Irish republican group

The Wolfe Tone Societies (WTS; Muintir Wolfe Tone) are an Irish republican group whose chief objective is the establishment of a 'united Irish Republic.' It evolved from the commemorative Directories which the IRA helped set up in 1963 to mark the bicentenary of the 1763 birth of Wolfe Tone. In 1964 the Directories were dissolved and replaced with the Wolfe Tone Society. The publication of the Wolfe Tone Society from 1965 onward was called Tuairisc.

==History==
In 1963 to celebrate the bi-centenary of Wolfe Tone's birth, Irish republicans formed the Wolfe Tone Bi-centenary Directories. Due to the support shown at the commemoration, it was decided at a meeting of the Directories in Dublin, July 1964, to disband the Directories and replace them with the "Muintir Wolfe Tone", or Wolfe Tone Society.

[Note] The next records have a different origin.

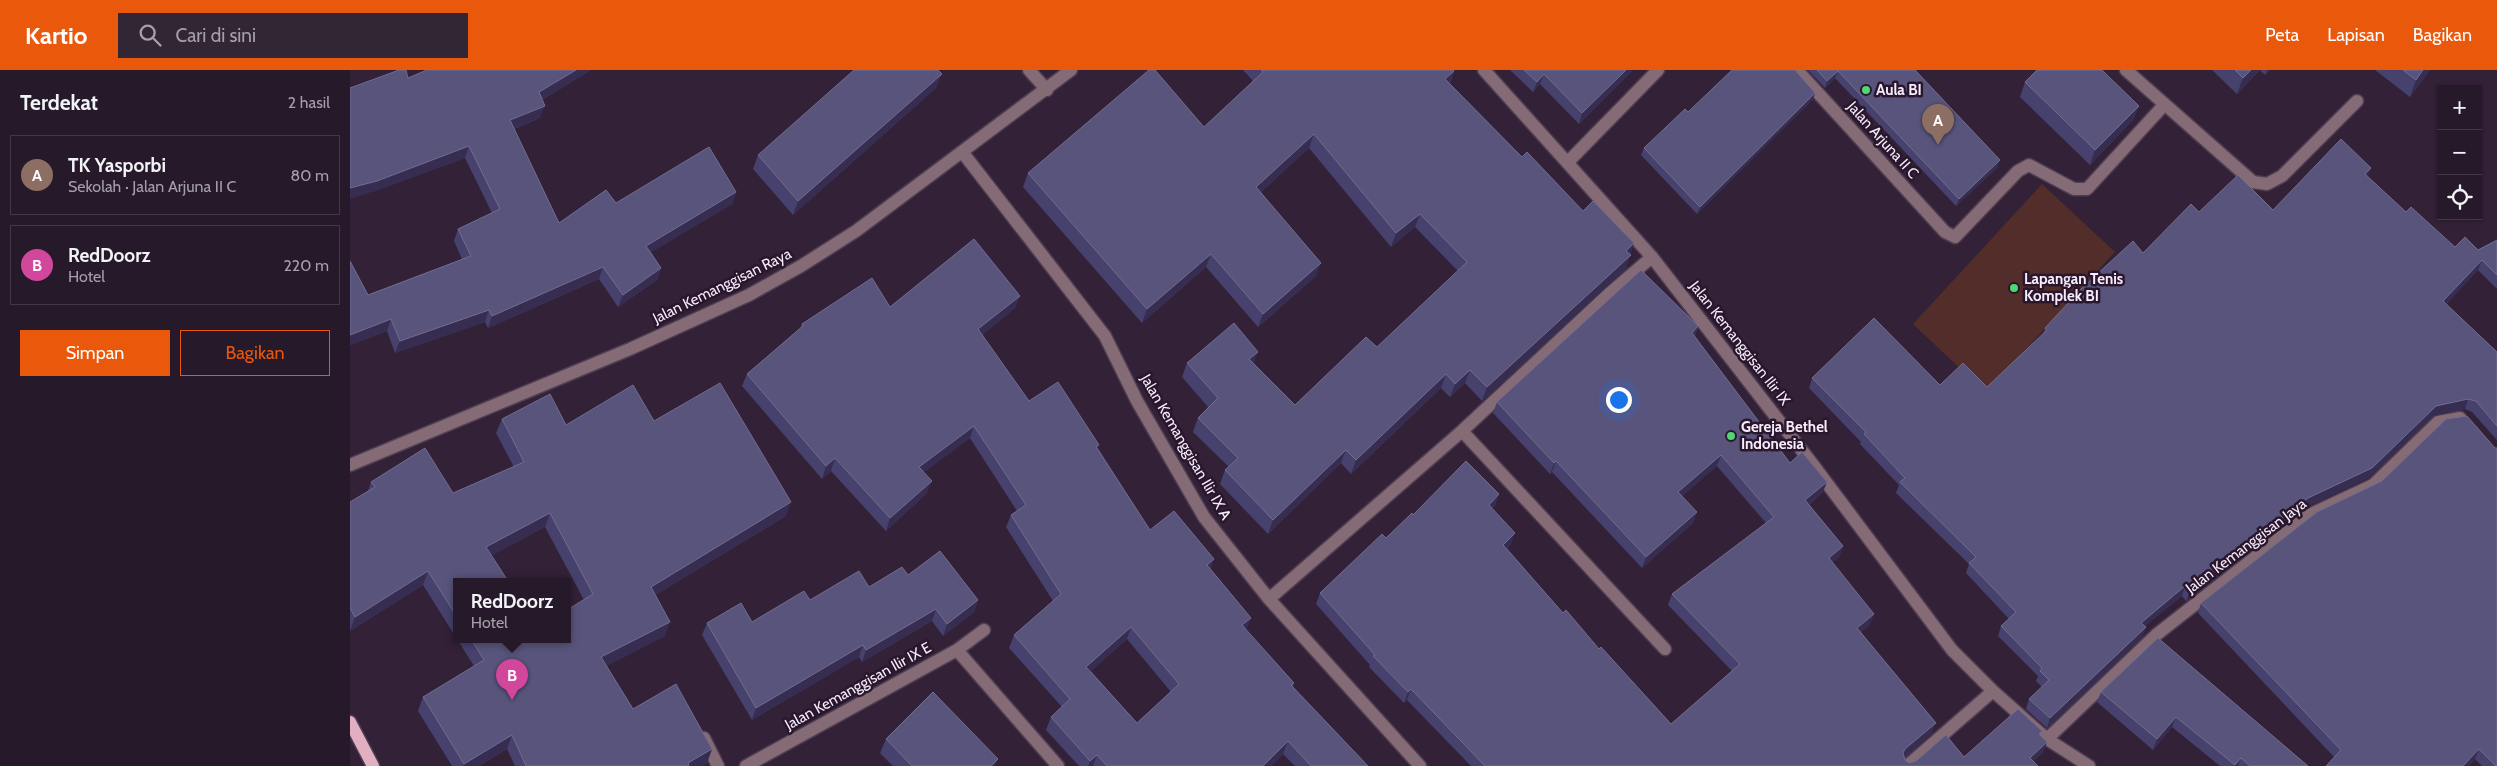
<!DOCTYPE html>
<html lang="id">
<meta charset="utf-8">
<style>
:root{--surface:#261929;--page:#322635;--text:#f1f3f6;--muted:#a4a0a8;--line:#423846;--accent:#ea580c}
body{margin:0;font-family:Cabin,sans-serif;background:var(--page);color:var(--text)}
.controls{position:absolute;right:15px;top:15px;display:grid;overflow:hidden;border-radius:0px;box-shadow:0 1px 4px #0004}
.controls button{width:45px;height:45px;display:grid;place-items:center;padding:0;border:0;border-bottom:1px solid var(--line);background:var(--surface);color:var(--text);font:25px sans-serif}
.you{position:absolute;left:1268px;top:329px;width:18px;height:18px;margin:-12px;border:4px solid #fff;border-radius:50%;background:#1a73e8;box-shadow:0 0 0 8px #1a73e833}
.badge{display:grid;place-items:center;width:32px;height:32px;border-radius:50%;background:var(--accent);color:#fff;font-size:16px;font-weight:700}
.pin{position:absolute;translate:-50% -41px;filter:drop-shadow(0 1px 2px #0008)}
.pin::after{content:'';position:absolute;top:26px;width:18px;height:15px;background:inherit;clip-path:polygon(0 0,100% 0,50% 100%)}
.popup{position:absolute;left:103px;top:508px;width:118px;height:65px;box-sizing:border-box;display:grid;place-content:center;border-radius:0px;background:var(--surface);filter:drop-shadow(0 1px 4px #0005);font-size:16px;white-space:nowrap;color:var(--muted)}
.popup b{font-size:19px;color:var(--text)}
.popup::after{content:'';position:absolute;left:50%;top:100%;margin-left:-10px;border:10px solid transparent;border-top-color:var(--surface)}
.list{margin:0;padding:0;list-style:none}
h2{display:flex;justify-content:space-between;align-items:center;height:65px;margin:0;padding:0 20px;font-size:21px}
h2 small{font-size:16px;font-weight:400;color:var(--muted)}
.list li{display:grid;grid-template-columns:32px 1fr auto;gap:15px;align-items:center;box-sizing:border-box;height:80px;margin:0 10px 10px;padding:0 10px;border:1px solid var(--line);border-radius:0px}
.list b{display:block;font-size:19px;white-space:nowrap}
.list p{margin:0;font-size:16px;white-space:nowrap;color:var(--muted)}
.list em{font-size:16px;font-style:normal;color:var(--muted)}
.actions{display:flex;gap:10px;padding:15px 20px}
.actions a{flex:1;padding:11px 0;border:1px solid var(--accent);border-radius:0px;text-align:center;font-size:18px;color:var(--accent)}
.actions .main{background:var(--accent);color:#fff}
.icon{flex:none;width:28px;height:28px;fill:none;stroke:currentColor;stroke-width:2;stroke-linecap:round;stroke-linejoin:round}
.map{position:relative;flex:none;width:2147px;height:696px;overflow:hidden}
header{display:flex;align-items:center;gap:30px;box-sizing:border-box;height:70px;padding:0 25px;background:var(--accent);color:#fff}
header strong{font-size:24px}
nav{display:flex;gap:28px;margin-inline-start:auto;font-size:18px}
.search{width:350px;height:45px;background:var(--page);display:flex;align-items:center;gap:12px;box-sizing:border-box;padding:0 18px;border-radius:0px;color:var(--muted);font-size:19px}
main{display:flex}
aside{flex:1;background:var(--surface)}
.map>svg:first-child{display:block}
</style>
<header>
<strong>Kartio</strong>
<div class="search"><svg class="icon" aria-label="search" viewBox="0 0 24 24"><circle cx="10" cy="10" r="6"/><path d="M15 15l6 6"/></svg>Cari di sini</div>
<nav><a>Peta</a><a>Lapisan</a><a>Bagikan</a></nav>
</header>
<main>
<aside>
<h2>Terdekat<small>2 hasil</small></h2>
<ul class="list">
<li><span class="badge" style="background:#8d6e63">A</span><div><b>TK Yasporbi</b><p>Sekolah · Jalan Arjuna II C</p></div><em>80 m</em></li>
<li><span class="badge" style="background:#d1479c">B</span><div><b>RedDoorz</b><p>Hotel</p></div><em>220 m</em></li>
</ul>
<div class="actions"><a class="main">Simpan</a><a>Bagikan</a></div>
</aside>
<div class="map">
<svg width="2147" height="696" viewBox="0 0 2147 696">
<rect width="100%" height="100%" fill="#332137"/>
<!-- green -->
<path fill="#522d29" d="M1692 114 1765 182 1636 323 1563 254Z"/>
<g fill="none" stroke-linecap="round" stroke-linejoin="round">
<defs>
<path id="minor" d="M679 0 697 20
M1134 0 1302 187 1464 396 1602 580 1643 621 1697 669 1739 696
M1447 0 1595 162 1605 167 1668 101 1679 95 1724 119H1737L1814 35
M1776 0 1903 112 1917 114 1932 106 2007 31
M613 83 755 266 787 331 854 447 919 529 1070 696
M1218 92 1308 0
M1112 361 1315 579
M0 395 280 279 399 225 451 196 506 161 721 0
M919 529 1112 361 1261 222 1302 187
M607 580 708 696
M354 668 368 696
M1697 669 1806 565 1959 445 2023 415 2088 352 2110 348
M396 696 607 580 634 560
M1557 696 1643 621"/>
<path id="major" d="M0 652 23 696"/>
</defs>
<!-- minor casing -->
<use href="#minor" stroke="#4f3d52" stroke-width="15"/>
<!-- major casing -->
<use href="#major" stroke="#4f3d52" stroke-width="15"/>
<!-- minor -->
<use href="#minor" stroke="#846b75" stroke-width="12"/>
<!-- major -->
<use href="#major" stroke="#e1aec2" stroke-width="12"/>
</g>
<!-- wall -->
<path fill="#46426d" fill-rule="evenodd" d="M77 0H241L192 30 190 48 164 59 209 153 266 133 386 122 382 134 301 182 311 198 307 210 268 237 249 209 138 258 135 252 45 283 37 261 0 275V191L18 225 112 189 104 171 108 159 142 143 115 88 22 122 58 8Z
M893 0H1103L1104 1 1100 14 1172 87 1233 141 1280 184 1276 199 1132 331 1115 313 1100 327 1091 318 1001 404 991 393 918 464 870 414 875 400 879 397 843 362 848 348 858 337 832 307 837 293 904 294 945 335 1027 277 1108 201 1065 157 1041 177 959 78 911 122 966 206 908 257 856 197 792 253 673 117 678 103 854 57 903 11Z
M1160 0H1283L1229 54 1190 14 1183 22Z
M1458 0H1565L1648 97 1606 136 1485 8 1475 18Z
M1862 0H1920L1915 5 1910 0 1887 24Z
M2025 0H2080L2060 27Z
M1675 12 1789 36 1783 50 1740 95 1670 27Z
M586 18 443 145 403 99 408 85Z
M1465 23 1463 29 1347 144 1291 85 1294 78 1338 42Z
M2018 107 2056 142 2105 177 2128 180 2147 170V219L2128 200 2096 234 2147 282V370L2122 342 2115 339 2083 346 2018 408 1954 438 1836 531 1832 526 1795 556 1796 557 1792 567 1697 658 1676 639 1679 629 1692 617 1686 611 1688 606 1648 566 1651 556 1659 549 1616 503 1619 494 1546 423 1549 415 1510 374 1511 372 1459 318 1462 308 1590 315 1637 317 1693 264 1695 258 1793 183 1849 142 1923 140Z
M670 226 665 238 632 265 679 331 748 378 800 460 861 500 896 560 944 613 943 617 1018 696H945L933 684 921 696H729L696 660 701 647 712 637 659 578 664 565 703 531 656 457 661 445 667 441 620 368 574 402 577 423 536 461 481 401 472 409 392 316 397 304 450 258 452 254 540 237ZM777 569 821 622 787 653 741 601Z
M1348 256 1345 266 1440 393 1473 422 1459 435 1493 476 1489 487 1482 493 1520 555 1511 562 1582 663 1554 688 1555 690 1559 693 1614 687 1691 665 1693 683 1683 691 1688 696H1121L1057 630 1054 633 1019 597 1020 595 966 534 970 523 1063 445 1149 424 1145 435 1142 438 1161 474 1157 478 1213 543 1321 654 1382 601 1318 535 1322 524 1416 453 1367 396 1332 426 1347 442 1343 453 1292 498 1202 402 1200 404 1143 343 1147 332Z
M152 349 216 355 304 351 436 446 305 525 315 566 256 596 283 639 362 679 357 693 352 696H165L157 679 129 696H102L68 641 73 627 124 596 73 515 0 561V432L18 421 21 412 103 423 164 397 146 363ZM195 457 234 530 217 569H107V511L142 485Z
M2145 378 2147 696H2132L2125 689 2118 696H1976L1984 687 1848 543 1851 533Z
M558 505 628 530 624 542 593 566 582 551 512 592 509 587 402 650 352 565 357 553 402 552 460 530 519 517Z
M1808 568 1958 696H1870L1822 657 1803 680 1747 632 1751 622Z
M536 669 645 696H543L530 683Z"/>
<!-- shaded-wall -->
<path fill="#372d51" d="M226 0H241L185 34 189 22Z
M1276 0H1283L1229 54 1232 43Z
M1901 0H1910L1887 24 1893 8Z
M1917 0H1920L1915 5Z
M2073 0H2080L2060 27 2066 10Z
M1104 1 1099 15 1095 9Z
M1488 1 1485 8 1475 18 1477 11Z
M592 4 586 18 443 145 448 131Z
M1194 4 1190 14 1183 22 1187 12Z
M1465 23 1463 29 1347 144 1350 137Z
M195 36 190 48 155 62 160 50Z
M1789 36 1783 50 1740 95 1745 80Z
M964 64 959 78 901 131 906 117Z
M119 76 115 88 22 122 0 129V118Z
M1650 90 1648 97 1606 136 1609 129Z
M2021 98 2017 108 2015 104Z
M386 122 382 134 292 188 296 176Z
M1070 144 1065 157 1041 177 1046 163Z
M1284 173 1276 199 1132 331 1137 317Z
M861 184 856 197 792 253 797 239Z
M2132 190 2128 200 2089 241 2093 231Z
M971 193 966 206 908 257 913 244Z
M253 197 249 209 138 258 142 246Z
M311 198 307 210 268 237 273 225Z
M670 226 665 238 623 272 628 259Z
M139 240 135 252 45 283 50 271Z
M41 249 37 261 0 275V265Z
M1348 256 1344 267 1342 263Z
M908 282 903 295 899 289Z
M1120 300 1115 313 1100 327 1105 314Z
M1096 304 1091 318 1001 404 1006 390Z
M2118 329 2115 339 2083 346 2018 408 1954 438 1836 531 1840 521 1958 428 2086 336Z
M624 356 620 368 565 409 569 397Z
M996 380 991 393 918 464 923 450Z
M1371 385 1367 396 1324 433 1328 422Z
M485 388 481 401 472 409 476 396Z
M1206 391 1202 402 1200 404 1204 393Z
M582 411 577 423 536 461 540 448Z
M1477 412 1473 422 1451 441 1455 430Z
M1149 424 1145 435 1135 446 1139 435Z
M441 432 436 446 296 531 301 517Z
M1347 442 1343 453 1292 498 1296 487Z
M200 443 195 457 131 491 136 477Z
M1165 463 1161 474 1149 485 1153 475Z
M1493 476 1489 487 1475 499 1479 488Z
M864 489 860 502 857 495Z
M78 501 73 515 0 561 5 547Z
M1835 516 1832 526 1787 563 1791 553Z
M628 530 624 542 593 566 597 554Z
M586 539 582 551 512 592 516 580Z
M1524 544 1520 555 1503 568 1507 558Z
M901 548 896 561 892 555Z
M320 552 315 566 246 601 251 587Z
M781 557 777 569 732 609 736 597Z
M1796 557 1792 567 1697 658 1700 648Z
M513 575 509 587 402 650 406 638Z
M1061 619 1057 630 1054 633 1058 622Z
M1826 647 1822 657 1803 680 1807 669Z
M1586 653 1582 663 1551 690 1553 683 1555 679Z
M162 665 157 679 129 696H113L114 694Z
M938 671 933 684 921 696H913Z
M1697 672 1693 683 1678 696 1680 688Z
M362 679 357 693 352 696H337L338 693Z
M2129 679 2125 689 2118 696H2113Z
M747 685 743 696H738L740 691Z
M1891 688 1888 696H1885V695Z
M648 689 645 696H641Z"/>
<!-- building -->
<path fill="#59547c" stroke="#726c90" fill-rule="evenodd" d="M49 0H56L58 8 77 0H226L189 22 195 36 160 50 209 153 256 120 266 133 359 77 386 122 296 176 311 198 273 225 253 197 142 246 139 240 50 271 41 249 0 265V191L18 225 121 186 108 159 150 139 119 76 27 111 0 118V18Z
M504 0H588L592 4 448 131 408 85Z
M799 0H805L854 57 913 2 911 0H1103L1104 1 1095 9 1172 87 1177 82 1233 141 1243 131 1284 173 1276 181 1281 185 1137 317 1120 300 1105 314 1096 304 1006 390 996 380 923 450 875 400 888 388 848 348 868 328 837 293 884 253 908 282 899 289 945 335 1016 267 1027 277 1117 192 1070 144 1046 163 964 64 906 117 971 193 913 244 861 184 797 239 678 103Z
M1174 0H1276L1232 43 1194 4 1187 12Z
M1382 0H1445L1465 23 1350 137 1294 78 1335 39 1338 42Z
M1467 0H1565L1650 90 1609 129 1488 1 1477 11Z
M1687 0H1752L1789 36 1745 80 1675 12Z
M1885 0H1901L1893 8Z
M2053 0H2073L2066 10Z
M1991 69 2021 98 2015 104 2056 142 2061 137 2105 177 2115 167 2128 180 2147 170V205L2132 190 2093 231 2147 282V356L2126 331 2118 329 2086 336 2022 398 1958 428 1840 521 1835 516 1791 553 1796 557 1700 648 1679 629 1699 610 1690 601 1692 598 1651 556 1666 542 1619 493 1626 487 1550 412 1555 408 1514 364 1516 362 1462 308 1524 248 1590 315 1613 293 1637 317 1697 260 1695 258 1732 218 1783 171 1793 183 1841 134 1849 142 1888 105 1923 140Z
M624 169 670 226 628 259 679 331 708 312 749 375 746 377 800 460 824 441 864 489 857 495 901 548 892 555 944 613 941 615 1018 696H961L938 671 913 696H757L747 685 740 691 701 647 720 629 664 565 711 524 661 445 676 435 624 356 569 397 582 411 540 448 485 388 476 396 397 304 453 256 452 254 522 208 540 237ZM781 557 829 614 787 653 736 597Z
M1291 200 1348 256 1342 263 1440 393 1452 382 1477 412 1455 430 1493 476 1479 488 1524 544 1507 558 1586 653 1555 679 1553 683 1555 690 1559 693 1566 691 1596 665 1614 687 1668 639 1692 661 1689 664 1697 672 1680 688 1688 696H1135L1061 619 1058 622 1023 586 1025 585 970 523 1032 464 1036 468 1062 443 1063 445 1116 391 1149 424 1139 435 1165 463 1153 475 1213 543 1216 540 1249 579 1251 577 1321 654 1390 594 1322 524 1424 447 1371 385 1328 422 1347 442 1296 487 1206 391 1204 393 1147 332Z
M370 313 441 432 301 517 320 552 251 587 283 639 326 614 362 679 338 693 339 696H176L162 665 114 694 73 627 134 590 121 569H217V540L243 524 200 443 136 477 158 511H107V547L78 501 5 547 0 538V432L25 417 21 412 75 378 103 423 174 392 152 349 200 324 216 355 283 315 304 351Z
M2117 346 2145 378H2147V696H2146L2129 679 2113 696H1976L1991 680 1851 533 1967 442 2032 411 2096 349Z
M590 481 628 530 597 554 586 539 516 580 513 575 406 638 357 553 391 533 402 552 454 521 460 530 509 501 519 517 552 497 558 505Z
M1808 568 1958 696H1900L1891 688 1885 695 1826 647 1807 669 1751 622Z
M583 622 648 689 641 696H562L536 669Z"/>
<!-- markers -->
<g fill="#51d674" stroke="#29172d" stroke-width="2">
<circle cx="1516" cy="20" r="5"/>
<circle cx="1664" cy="218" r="5"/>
<circle cx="1381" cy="366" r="5"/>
</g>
<g text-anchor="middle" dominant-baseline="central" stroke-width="5" stroke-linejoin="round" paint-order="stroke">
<!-- poi labels -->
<g font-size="15" font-weight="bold" fill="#f8ecfb" stroke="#29172d" text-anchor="start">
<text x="1526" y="20">Aula BI</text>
<text x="1674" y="209">Lapangan Tenis<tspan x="1674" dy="17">Komplek BI</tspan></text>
<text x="1391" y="357">Gereja Bethel<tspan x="1391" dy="17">Indonesia</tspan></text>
</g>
<!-- street labels -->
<g font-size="15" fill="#f8ecfb" stroke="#29172d">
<text transform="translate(1533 70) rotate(48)">Jalan Arjuna II C</text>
<text transform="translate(372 216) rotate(-26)">Jalan Kemanggisan Raya</text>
<text transform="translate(1390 273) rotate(52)">Jalan Kemanggisan Ilir IX</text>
<text transform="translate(836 377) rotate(60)">Jalan Kemanggisan Ilir IX A</text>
<text transform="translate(1896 476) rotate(-37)">Jalan Kemanggisan Jaya</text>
<text transform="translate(508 616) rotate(-29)">Jalan Kemanggisan Ilir IX E</text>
</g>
</g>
</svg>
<div class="controls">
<button>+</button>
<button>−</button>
<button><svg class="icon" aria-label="locate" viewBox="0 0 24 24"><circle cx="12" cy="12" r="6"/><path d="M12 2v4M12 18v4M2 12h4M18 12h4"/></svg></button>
</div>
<div class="you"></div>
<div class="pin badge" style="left:1588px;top:75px;background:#8d6e63">A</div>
<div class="pin badge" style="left:162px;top:630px;background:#d1479c">B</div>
<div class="popup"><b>RedDoorz</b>Hotel</div>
</div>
</main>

The WTS was opposed to the Republic of Ireland's entry into the European Economic Community and was involved with the organisation Irish Voice on Vietnam which protested the war.

One of the key intellectuals who joined the societies was Roy Johnston, of Protestant background. He sought to encourage Protestants in Northern Ireland to support the nationalist cause.

This organisation decided that it should focus on trying to "influence cultural and political trends in the country" and using democratic means to weaken the Unionist government of Northern Ireland. Its main bases of strength were in Belfast and Dublin.

In 1984, a Wolfe Tone Society was founded in London from the amalgamation of several London based Irish republican groups. It supports Sinn Féin, and holds major meetings and republican commemorations at the Camden Irish Centre in London, which are attended by Sinn Féin members.

==Objectives==
Upon its creation, the Wolfe Tone Society declared that its aim was to further the creation of a united, independent, democratic Irish
Republic as declared in the 1916 Proclamation of the Irish Republic. To achieve this it would focus on trying to convince the people of Ireland to support its creation, via meetings, publications and other means. To help promote its message, the organisation published a newsletter called Tuairisc.

==Involvement with NICRA==
At a joint meeting of all the Wolfe Tone Societies which took place in the home of Kevin Agnew (republican solicitor) at Maghera, County Londonderry, August 1966, it was proposed that a civil rights campaign be started. The IRA's Chief of Staff Cathal Goulding was present and pledged support from his organisation. From this meeting another was arranged in Belfast on 29 January 1967 and the Northern Ireland Civil Rights Association was formed. The thirteen man committee which was formed included Fred Heatley and Jack Bennett from the Wolfe Tone Societies and Liam McMillan of the IRA.